Your goal: When you reach the line containing "M413 200 410 205 341 233V230Z" in the entries below, begin reproducing lines exactly, and stop once the line containing "M27 204V239L13 212Z" is done.
--- Data extract Enclosed Below ---
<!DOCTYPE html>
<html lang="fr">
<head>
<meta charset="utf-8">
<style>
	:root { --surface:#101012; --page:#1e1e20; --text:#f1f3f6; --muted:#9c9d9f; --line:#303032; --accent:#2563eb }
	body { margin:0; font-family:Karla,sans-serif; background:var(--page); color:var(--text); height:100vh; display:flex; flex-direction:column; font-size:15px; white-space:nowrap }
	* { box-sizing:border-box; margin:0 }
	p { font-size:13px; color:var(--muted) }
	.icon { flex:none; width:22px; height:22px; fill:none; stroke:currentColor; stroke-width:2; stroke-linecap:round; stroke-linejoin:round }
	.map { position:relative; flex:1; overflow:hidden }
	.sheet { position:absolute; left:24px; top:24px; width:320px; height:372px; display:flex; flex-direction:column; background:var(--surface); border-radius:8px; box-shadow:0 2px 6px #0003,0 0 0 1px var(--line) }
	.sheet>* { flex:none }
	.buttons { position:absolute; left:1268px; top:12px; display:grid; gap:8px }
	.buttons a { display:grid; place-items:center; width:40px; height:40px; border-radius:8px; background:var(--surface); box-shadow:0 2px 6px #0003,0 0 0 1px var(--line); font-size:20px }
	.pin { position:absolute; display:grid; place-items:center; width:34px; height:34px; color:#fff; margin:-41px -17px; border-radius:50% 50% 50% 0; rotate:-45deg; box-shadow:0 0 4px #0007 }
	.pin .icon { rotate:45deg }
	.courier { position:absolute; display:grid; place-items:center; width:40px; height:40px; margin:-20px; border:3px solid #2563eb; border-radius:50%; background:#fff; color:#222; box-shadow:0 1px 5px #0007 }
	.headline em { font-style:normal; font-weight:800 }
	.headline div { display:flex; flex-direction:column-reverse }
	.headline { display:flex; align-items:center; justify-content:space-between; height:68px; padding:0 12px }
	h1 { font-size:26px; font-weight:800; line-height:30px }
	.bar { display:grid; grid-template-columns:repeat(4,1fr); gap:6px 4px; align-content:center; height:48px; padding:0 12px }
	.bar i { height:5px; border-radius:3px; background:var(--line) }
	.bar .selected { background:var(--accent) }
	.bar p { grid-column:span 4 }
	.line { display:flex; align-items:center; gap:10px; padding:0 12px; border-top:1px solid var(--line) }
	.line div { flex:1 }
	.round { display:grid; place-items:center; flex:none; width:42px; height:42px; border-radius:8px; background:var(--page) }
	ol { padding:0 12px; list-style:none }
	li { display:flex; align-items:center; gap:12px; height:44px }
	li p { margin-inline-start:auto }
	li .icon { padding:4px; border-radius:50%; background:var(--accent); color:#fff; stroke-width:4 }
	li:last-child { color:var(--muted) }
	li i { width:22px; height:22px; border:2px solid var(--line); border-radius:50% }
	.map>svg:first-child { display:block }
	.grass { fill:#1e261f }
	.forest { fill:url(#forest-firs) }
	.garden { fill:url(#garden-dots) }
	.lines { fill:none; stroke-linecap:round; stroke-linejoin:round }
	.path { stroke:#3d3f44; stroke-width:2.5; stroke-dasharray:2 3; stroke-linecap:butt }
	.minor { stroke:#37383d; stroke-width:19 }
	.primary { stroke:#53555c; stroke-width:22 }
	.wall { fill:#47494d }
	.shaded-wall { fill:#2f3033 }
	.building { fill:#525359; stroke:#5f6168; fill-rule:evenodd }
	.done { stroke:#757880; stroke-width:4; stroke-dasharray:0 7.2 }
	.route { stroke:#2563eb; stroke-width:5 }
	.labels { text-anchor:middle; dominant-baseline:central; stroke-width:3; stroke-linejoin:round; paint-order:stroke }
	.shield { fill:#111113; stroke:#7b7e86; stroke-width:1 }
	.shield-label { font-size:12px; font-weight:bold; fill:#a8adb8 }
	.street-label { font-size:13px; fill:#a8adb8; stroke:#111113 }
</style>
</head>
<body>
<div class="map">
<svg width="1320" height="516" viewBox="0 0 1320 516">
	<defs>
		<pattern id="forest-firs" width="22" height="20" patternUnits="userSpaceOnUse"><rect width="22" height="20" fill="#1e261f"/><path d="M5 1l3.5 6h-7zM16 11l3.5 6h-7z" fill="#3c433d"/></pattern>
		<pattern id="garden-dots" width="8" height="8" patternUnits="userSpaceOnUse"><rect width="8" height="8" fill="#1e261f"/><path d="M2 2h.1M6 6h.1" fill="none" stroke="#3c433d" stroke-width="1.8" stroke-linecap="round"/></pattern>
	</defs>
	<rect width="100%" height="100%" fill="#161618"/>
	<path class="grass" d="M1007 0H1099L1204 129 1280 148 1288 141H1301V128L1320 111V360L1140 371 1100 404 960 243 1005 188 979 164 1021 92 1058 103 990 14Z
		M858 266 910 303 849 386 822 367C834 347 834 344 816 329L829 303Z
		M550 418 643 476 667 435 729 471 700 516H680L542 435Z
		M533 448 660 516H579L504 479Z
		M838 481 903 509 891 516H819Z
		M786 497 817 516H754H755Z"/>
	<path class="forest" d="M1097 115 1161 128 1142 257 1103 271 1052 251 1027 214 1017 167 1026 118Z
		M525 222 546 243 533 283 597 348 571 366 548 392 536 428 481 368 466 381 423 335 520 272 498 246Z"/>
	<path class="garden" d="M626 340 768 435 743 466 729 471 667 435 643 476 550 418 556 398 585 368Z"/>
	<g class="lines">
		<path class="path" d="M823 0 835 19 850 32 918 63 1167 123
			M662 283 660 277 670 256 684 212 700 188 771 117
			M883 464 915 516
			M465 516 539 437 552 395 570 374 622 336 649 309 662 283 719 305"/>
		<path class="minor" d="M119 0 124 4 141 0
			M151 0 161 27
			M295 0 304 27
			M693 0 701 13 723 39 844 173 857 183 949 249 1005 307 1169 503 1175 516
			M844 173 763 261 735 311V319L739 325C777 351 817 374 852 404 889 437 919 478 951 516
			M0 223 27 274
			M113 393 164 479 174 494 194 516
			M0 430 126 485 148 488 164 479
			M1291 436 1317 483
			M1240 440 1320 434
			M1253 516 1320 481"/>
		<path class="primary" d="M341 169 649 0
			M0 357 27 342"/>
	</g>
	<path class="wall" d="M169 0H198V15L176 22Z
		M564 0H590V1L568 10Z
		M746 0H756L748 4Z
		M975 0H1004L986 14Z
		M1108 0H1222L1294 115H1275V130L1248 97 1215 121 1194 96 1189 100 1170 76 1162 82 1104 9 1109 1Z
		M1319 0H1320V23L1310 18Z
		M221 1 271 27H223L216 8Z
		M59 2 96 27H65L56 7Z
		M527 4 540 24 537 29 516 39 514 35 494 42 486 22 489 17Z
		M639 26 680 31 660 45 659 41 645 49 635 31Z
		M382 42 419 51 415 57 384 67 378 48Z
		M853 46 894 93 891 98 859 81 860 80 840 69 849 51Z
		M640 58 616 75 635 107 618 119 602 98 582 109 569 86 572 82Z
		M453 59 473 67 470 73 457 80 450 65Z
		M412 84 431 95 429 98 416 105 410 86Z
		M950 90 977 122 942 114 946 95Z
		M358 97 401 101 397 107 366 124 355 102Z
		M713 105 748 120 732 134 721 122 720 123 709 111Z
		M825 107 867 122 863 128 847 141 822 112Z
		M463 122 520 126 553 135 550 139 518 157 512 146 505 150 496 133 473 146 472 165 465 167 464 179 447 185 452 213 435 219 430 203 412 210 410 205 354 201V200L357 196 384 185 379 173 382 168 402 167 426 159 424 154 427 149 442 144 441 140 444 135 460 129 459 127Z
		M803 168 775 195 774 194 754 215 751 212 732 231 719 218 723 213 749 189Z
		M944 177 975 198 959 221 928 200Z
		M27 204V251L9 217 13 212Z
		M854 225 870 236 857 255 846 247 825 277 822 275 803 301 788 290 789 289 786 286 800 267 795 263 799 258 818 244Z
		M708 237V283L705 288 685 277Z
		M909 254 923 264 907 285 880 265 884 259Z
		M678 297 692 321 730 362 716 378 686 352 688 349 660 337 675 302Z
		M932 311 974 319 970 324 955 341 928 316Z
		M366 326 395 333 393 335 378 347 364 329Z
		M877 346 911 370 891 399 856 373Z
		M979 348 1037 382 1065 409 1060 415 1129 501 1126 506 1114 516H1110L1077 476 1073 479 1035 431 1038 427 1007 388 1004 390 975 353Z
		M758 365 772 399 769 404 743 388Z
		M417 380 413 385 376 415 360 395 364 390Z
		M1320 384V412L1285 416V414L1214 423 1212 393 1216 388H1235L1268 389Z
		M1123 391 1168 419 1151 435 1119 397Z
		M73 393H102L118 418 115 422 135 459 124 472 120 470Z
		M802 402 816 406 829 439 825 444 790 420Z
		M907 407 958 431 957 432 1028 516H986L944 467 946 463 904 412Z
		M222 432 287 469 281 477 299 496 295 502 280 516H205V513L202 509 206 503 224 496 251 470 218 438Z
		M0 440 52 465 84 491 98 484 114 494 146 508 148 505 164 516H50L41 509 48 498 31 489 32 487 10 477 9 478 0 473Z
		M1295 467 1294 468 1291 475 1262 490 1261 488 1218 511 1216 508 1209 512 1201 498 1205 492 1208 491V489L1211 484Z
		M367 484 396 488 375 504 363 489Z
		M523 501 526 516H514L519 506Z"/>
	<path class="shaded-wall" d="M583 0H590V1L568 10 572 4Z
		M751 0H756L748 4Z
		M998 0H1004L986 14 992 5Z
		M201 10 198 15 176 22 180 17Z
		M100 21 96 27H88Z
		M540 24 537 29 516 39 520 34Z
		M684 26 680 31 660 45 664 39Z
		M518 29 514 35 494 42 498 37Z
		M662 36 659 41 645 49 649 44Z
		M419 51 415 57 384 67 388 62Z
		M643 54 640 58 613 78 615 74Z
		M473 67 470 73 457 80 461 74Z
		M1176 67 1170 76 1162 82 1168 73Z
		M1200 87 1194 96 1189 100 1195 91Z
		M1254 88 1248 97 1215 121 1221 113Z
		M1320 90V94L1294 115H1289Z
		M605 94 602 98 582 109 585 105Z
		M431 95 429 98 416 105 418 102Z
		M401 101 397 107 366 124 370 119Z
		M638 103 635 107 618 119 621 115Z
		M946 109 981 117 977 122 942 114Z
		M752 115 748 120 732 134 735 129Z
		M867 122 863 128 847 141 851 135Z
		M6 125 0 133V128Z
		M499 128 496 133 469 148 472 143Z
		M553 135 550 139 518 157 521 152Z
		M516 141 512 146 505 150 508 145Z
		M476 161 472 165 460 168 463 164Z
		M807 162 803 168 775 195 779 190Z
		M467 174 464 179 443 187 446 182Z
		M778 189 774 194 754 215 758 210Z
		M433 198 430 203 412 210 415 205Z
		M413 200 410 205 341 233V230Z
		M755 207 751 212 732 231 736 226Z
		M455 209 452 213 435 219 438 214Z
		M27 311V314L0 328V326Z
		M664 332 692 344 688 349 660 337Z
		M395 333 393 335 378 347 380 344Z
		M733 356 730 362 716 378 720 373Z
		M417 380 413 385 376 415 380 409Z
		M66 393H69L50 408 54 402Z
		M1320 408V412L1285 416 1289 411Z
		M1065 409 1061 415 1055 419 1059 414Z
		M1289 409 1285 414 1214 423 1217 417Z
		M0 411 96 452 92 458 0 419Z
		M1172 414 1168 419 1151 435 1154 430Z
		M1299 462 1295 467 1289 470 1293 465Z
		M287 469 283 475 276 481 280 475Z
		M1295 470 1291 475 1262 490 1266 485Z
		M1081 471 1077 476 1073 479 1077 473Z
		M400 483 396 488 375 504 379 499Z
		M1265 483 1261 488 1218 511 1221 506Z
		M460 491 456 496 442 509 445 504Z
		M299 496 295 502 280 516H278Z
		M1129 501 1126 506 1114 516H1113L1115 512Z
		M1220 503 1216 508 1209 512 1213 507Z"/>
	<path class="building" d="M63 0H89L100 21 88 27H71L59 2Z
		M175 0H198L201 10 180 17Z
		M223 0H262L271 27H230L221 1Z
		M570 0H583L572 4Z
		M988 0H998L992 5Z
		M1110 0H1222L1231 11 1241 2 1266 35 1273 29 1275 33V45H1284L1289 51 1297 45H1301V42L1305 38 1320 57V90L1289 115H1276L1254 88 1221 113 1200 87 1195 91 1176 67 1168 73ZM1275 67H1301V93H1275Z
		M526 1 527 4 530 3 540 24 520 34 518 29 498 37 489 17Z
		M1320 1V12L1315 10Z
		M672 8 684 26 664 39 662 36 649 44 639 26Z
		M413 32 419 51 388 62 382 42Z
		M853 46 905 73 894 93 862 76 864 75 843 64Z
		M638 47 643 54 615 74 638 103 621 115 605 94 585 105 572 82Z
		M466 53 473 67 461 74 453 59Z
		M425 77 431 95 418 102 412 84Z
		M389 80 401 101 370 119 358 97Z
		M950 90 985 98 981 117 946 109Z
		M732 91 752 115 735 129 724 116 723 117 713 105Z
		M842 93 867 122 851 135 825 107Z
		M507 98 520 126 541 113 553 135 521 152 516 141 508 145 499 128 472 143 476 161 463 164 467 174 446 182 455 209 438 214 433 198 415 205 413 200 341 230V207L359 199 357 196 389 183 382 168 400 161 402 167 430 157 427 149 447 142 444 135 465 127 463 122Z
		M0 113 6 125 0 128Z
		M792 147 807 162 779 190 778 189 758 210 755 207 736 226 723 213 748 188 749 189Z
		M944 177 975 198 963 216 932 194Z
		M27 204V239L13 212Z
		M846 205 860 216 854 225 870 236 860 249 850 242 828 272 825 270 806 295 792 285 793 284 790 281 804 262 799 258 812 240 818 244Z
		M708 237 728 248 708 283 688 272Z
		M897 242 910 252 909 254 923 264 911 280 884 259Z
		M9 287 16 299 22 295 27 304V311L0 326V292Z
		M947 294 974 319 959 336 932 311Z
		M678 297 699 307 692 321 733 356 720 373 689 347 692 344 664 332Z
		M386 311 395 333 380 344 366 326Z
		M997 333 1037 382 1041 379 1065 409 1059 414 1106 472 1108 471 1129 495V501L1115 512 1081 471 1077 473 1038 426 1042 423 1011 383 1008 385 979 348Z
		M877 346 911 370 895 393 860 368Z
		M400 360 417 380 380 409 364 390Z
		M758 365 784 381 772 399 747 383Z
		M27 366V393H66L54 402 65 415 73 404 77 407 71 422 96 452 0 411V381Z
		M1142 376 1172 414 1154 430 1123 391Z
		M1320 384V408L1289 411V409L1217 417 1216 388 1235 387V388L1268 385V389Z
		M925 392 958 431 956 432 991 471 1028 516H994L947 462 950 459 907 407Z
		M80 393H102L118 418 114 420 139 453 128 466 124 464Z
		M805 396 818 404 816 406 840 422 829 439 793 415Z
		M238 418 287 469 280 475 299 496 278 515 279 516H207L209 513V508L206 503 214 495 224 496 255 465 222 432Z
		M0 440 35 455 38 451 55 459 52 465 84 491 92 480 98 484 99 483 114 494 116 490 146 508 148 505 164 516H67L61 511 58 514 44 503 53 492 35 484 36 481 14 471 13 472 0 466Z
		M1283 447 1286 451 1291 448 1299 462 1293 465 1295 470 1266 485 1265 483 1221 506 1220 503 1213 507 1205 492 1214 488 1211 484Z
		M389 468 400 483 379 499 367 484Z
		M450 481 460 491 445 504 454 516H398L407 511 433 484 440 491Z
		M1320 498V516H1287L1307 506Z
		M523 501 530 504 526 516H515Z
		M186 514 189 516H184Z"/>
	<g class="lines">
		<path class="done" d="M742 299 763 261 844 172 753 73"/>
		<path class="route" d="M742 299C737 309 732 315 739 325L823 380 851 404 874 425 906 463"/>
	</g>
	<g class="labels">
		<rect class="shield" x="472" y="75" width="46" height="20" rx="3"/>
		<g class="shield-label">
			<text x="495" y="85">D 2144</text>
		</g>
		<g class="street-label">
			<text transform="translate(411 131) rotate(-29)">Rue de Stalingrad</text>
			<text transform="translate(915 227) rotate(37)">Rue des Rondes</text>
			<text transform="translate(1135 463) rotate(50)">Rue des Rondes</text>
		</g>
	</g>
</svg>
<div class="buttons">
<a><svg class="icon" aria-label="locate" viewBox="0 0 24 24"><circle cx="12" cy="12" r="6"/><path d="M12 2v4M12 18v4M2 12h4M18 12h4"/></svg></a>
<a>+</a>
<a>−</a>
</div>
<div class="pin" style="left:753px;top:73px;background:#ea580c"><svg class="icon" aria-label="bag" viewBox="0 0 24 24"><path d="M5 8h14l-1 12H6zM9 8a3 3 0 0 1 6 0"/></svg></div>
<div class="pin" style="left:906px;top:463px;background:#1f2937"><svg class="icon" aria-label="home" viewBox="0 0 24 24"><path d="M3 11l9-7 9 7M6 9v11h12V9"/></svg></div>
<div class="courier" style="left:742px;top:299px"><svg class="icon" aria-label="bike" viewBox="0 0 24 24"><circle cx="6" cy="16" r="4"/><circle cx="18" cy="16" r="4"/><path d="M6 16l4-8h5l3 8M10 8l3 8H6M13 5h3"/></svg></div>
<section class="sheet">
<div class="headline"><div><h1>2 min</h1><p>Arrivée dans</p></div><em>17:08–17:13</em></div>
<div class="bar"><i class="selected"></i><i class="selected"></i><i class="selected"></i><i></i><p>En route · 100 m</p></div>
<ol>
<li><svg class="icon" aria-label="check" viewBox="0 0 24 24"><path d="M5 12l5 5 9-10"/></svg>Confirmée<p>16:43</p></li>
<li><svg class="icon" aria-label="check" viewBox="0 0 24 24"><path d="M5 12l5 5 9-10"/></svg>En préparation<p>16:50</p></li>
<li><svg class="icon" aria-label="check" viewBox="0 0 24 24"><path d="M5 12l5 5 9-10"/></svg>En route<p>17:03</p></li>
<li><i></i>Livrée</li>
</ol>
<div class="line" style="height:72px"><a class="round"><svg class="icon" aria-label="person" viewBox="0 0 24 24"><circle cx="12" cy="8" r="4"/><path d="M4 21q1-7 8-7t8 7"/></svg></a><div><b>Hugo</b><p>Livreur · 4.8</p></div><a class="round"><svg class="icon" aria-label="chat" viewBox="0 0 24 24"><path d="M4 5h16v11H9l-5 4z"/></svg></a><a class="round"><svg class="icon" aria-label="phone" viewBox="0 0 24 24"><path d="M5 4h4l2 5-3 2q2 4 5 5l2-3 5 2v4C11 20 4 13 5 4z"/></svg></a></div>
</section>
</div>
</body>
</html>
--- End of Enclosed Data extract ---
Result:
		M413 200 410 205 341 233V230Z
		M755 207 751 212 732 231 736 226Z
		M455 209 452 213 435 219 438 214Z
		M27 311V314L0 328V326Z
		M664 332 692 344 688 349 660 337Z
		M395 333 393 335 378 347 380 344Z
		M733 356 730 362 716 378 720 373Z
		M417 380 413 385 376 415 380 409Z
		M66 393H69L50 408 54 402Z
		M1320 408V412L1285 416 1289 411Z
		M1065 409 1061 415 1055 419 1059 414Z
		M1289 409 1285 414 1214 423 1217 417Z
		M0 411 96 452 92 458 0 419Z
		M1172 414 1168 419 1151 435 1154 430Z
		M1299 462 1295 467 1289 470 1293 465Z
		M287 469 283 475 276 481 280 475Z
		M1295 470 1291 475 1262 490 1266 485Z
		M1081 471 1077 476 1073 479 1077 473Z
		M400 483 396 488 375 504 379 499Z
		M1265 483 1261 488 1218 511 1221 506Z
		M460 491 456 496 442 509 445 504Z
		M299 496 295 502 280 516H278Z
		M1129 501 1126 506 1114 516H1113L1115 512Z
		M1220 503 1216 508 1209 512 1213 507Z"/>
	<path class="building" d="M63 0H89L100 21 88 27H71L59 2Z
		M175 0H198L201 10 180 17Z
		M223 0H262L271 27H230L221 1Z
		M570 0H583L572 4Z
		M988 0H998L992 5Z
		M1110 0H1222L1231 11 1241 2 1266 35 1273 29 1275 33V45H1284L1289 51 1297 45H1301V42L1305 38 1320 57V90L1289 115H1276L1254 88 1221 113 1200 87 1195 91 1176 67 1168 73ZM1275 67H1301V93H1275Z
		M526 1 527 4 530 3 540 24 520 34 518 29 498 37 489 17Z
		M1320 1V12L1315 10Z
		M672 8 684 26 664 39 662 36 649 44 639 26Z
		M413 32 419 51 388 62 382 42Z
		M853 46 905 73 894 93 862 76 864 75 843 64Z
		M638 47 643 54 615 74 638 103 621 115 605 94 585 105 572 82Z
		M466 53 473 67 461 74 453 59Z
		M425 77 431 95 418 102 412 84Z
		M389 80 401 101 370 119 358 97Z
		M950 90 985 98 981 117 946 109Z
		M732 91 752 115 735 129 724 116 723 117 713 105Z
		M842 93 867 122 851 135 825 107Z
		M507 98 520 126 541 113 553 135 521 152 516 141 508 145 499 128 472 143 476 161 463 164 467 174 446 182 455 209 438 214 433 198 415 205 413 200 341 230V207L359 199 357 196 389 183 382 168 400 161 402 167 430 157 427 149 447 142 444 135 465 127 463 122Z
		M0 113 6 125 0 128Z
		M792 147 807 162 779 190 778 189 758 210 755 207 736 226 723 213 748 188 749 189Z
		M944 177 975 198 963 216 932 194Z
		M27 204V239L13 212Z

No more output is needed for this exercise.